(544e) A MULTI-Objective Optimization Approach to Optimal Sensor Location Problem in IGCC POWER Plants
A MULTI-OBJECTIVE OPTIMIZATION APPROACH TO OPTIMAL SENSOR LOCATION PROBLEM IN IGCC POWER PLANTS
In order to operate an IGCC power plant in a safe and stable manner, many input and output process parameters need to be monitored. However, due to economic and operational constraints it is infeasible to place sensors at locations pertaining to all of these parameters. Hence, it becomes important to select the most effective sensor locations which can lead us to gain maximum information about the plant conditions. Drawing on the work done by “Lee & Diwekar”, this paper attempts to broaden the realm of the optimal sensor location problem to address simultaneous optimization of multiple objective functions. In addition to “Fisher Information”, two other objective functions, viz., “thermal efficiency of the power plant” and “cost”, will be considered. Practical issues present in an IGCC power plant such as harsh physical conditions and variability in process parameters make the optimal sensor location problem an especially complicated one.

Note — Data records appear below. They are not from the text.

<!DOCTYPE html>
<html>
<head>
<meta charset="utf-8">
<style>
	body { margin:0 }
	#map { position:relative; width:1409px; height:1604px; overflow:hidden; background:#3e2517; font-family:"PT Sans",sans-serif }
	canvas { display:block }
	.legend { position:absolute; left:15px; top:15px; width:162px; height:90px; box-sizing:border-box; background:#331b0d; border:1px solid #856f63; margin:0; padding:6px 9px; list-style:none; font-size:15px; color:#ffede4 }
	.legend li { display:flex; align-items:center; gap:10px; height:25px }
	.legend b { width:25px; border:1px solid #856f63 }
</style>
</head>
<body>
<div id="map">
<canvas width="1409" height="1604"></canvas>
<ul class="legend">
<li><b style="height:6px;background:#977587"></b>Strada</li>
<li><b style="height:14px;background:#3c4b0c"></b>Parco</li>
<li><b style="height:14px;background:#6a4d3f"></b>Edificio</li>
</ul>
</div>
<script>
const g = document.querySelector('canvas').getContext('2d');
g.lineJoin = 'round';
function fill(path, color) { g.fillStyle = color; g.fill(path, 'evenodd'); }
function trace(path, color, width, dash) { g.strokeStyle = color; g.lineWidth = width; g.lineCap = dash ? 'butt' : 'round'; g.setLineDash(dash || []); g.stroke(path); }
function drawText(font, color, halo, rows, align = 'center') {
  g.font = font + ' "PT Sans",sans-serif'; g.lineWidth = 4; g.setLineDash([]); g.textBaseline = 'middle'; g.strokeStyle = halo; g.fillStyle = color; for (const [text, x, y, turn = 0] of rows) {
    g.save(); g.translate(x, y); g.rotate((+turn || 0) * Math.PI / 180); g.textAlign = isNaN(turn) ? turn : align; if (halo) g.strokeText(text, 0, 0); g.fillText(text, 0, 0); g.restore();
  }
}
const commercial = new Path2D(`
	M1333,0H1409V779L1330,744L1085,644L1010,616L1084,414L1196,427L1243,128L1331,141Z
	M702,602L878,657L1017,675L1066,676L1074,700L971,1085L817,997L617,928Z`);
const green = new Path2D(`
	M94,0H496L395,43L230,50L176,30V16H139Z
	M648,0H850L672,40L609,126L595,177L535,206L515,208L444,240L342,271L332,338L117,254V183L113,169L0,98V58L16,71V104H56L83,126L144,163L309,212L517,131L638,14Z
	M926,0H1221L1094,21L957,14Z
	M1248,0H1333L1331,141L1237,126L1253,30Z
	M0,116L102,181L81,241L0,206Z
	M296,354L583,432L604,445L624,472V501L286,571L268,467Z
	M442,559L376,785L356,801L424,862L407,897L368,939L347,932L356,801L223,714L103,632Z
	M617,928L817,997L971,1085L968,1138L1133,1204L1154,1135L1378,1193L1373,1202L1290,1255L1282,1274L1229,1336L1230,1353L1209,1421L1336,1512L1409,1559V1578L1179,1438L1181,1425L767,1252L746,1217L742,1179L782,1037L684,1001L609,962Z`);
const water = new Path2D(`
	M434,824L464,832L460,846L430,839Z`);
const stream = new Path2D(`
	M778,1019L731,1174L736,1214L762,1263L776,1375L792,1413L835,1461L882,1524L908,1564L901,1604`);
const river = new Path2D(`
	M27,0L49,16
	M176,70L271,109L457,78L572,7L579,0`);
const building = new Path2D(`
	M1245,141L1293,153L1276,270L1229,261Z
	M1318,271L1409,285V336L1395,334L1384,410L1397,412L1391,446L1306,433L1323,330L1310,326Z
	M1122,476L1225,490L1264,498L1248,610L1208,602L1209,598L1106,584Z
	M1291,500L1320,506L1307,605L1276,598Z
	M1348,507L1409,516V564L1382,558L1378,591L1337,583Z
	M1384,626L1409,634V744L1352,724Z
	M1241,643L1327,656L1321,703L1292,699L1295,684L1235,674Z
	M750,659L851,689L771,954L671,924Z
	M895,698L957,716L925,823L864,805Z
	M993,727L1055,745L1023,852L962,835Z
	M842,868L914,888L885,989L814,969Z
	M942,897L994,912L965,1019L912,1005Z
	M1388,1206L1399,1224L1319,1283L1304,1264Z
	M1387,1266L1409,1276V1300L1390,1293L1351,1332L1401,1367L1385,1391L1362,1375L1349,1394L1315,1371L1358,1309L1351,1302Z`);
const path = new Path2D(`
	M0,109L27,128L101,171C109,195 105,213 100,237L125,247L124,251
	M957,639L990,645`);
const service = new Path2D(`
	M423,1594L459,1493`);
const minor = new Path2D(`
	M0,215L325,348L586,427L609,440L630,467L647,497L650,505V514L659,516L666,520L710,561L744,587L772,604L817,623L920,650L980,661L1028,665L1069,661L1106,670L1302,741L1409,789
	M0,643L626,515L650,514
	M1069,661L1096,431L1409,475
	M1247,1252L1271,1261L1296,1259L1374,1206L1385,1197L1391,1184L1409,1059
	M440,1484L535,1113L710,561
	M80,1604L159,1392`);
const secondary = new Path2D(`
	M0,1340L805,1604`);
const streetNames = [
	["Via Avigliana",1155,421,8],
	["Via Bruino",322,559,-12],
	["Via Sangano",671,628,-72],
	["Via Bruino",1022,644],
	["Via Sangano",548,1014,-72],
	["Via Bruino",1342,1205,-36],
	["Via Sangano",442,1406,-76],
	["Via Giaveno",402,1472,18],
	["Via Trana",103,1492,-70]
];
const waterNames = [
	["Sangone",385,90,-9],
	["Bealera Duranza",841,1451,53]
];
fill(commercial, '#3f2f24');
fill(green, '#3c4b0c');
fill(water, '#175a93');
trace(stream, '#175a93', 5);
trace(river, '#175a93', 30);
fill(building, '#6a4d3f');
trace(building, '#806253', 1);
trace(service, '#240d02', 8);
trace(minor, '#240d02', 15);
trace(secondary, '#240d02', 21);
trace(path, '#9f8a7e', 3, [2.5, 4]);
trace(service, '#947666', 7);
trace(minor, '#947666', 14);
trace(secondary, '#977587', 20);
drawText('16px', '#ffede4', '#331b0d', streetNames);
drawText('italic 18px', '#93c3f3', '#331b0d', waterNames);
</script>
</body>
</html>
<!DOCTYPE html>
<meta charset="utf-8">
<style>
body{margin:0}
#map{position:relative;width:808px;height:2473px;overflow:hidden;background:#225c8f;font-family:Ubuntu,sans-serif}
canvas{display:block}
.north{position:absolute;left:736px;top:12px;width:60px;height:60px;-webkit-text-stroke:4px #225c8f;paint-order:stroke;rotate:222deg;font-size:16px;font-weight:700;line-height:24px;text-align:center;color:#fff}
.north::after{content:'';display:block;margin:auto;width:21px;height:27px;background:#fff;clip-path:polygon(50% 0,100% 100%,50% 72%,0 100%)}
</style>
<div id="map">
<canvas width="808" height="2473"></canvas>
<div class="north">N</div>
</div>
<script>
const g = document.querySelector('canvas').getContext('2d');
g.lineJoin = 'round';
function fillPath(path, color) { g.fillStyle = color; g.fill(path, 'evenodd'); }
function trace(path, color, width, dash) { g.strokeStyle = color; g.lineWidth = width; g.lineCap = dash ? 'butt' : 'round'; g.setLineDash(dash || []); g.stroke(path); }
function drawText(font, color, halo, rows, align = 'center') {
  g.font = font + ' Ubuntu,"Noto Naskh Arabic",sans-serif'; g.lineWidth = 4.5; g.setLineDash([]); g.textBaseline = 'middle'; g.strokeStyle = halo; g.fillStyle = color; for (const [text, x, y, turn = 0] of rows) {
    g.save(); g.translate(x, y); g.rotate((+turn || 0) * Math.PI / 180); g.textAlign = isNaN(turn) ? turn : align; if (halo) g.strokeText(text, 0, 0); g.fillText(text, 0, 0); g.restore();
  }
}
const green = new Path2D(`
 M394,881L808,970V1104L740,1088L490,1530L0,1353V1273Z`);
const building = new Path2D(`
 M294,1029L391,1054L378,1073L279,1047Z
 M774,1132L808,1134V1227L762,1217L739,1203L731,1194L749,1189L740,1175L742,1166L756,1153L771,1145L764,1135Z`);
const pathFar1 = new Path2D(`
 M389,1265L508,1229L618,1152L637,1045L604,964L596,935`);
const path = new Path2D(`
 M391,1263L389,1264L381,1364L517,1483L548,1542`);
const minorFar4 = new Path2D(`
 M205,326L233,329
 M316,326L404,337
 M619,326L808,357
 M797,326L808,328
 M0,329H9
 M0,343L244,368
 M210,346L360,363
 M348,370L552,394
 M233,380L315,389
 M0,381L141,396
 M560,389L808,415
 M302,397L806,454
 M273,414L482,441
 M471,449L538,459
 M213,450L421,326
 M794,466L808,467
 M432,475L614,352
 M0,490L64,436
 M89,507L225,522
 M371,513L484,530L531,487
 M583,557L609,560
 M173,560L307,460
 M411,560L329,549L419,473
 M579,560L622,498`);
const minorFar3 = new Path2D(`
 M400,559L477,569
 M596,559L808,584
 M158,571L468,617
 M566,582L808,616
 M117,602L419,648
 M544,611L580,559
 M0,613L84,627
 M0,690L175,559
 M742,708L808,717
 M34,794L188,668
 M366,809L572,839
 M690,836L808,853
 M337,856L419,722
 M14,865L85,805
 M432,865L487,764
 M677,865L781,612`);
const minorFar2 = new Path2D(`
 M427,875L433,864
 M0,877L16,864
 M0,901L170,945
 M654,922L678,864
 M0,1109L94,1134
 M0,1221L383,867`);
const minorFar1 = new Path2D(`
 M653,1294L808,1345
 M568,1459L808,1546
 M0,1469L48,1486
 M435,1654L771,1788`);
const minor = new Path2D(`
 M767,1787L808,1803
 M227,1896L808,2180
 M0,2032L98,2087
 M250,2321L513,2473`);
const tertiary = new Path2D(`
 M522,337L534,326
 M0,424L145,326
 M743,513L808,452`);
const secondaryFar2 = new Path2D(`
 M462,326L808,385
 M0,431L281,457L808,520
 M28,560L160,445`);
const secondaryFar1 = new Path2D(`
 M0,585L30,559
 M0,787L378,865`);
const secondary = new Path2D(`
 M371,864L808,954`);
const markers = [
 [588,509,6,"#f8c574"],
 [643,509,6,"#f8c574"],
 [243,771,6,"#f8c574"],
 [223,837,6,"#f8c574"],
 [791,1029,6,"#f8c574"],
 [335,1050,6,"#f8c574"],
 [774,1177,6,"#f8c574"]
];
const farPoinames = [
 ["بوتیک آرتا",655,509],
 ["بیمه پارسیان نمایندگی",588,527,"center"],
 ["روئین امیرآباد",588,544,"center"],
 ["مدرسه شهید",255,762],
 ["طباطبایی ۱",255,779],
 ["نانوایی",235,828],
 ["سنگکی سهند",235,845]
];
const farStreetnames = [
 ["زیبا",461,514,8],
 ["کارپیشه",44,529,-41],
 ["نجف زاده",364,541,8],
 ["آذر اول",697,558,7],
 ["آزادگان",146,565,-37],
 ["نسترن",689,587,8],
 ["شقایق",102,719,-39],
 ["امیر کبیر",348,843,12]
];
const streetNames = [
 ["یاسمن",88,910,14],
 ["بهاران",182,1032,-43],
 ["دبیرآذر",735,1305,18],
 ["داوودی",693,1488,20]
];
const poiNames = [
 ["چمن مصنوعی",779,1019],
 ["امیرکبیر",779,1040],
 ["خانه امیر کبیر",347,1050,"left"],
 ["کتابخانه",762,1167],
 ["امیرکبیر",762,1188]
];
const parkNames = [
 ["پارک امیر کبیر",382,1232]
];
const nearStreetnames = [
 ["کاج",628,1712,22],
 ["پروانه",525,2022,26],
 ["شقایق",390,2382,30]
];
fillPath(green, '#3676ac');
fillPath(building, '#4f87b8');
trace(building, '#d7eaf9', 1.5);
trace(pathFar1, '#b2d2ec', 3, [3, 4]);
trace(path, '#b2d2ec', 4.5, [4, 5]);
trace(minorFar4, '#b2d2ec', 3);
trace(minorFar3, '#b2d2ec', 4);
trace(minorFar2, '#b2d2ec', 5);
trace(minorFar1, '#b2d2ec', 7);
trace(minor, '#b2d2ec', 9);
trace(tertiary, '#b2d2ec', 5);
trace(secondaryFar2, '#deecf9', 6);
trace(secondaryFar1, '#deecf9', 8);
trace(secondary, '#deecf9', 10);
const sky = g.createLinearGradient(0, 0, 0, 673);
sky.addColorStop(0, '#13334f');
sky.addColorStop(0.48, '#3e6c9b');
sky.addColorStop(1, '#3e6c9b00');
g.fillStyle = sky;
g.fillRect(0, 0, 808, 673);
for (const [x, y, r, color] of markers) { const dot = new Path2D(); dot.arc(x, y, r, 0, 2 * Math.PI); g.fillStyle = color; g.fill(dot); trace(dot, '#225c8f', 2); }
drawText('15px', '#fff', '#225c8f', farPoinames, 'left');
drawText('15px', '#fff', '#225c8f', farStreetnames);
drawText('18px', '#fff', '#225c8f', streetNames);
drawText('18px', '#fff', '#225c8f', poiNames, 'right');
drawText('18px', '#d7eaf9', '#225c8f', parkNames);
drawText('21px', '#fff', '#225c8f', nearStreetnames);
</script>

Advanced simulation software and data from a set of existent sensors are used to collect information about the output parameters which do not have any sensors to gauge them yet. In order to solve this real world large scale problem, we use a novel algorithm called Better Optimization of Nonlinear Uncertain Systems (BONUS). BONUS works in probability distribution space and avoids sampling for each optimization and derivative calculations iterations.
A non-linear stochastic multi-objective problem has been solved to determine the non-dominated or Pareto set which contains different options for optimal sensor network locations that can simultaneously satisfy the three objective functions, (maximizing observability, minimizing cost and maximizing the IGCC power plant thermal efficiency).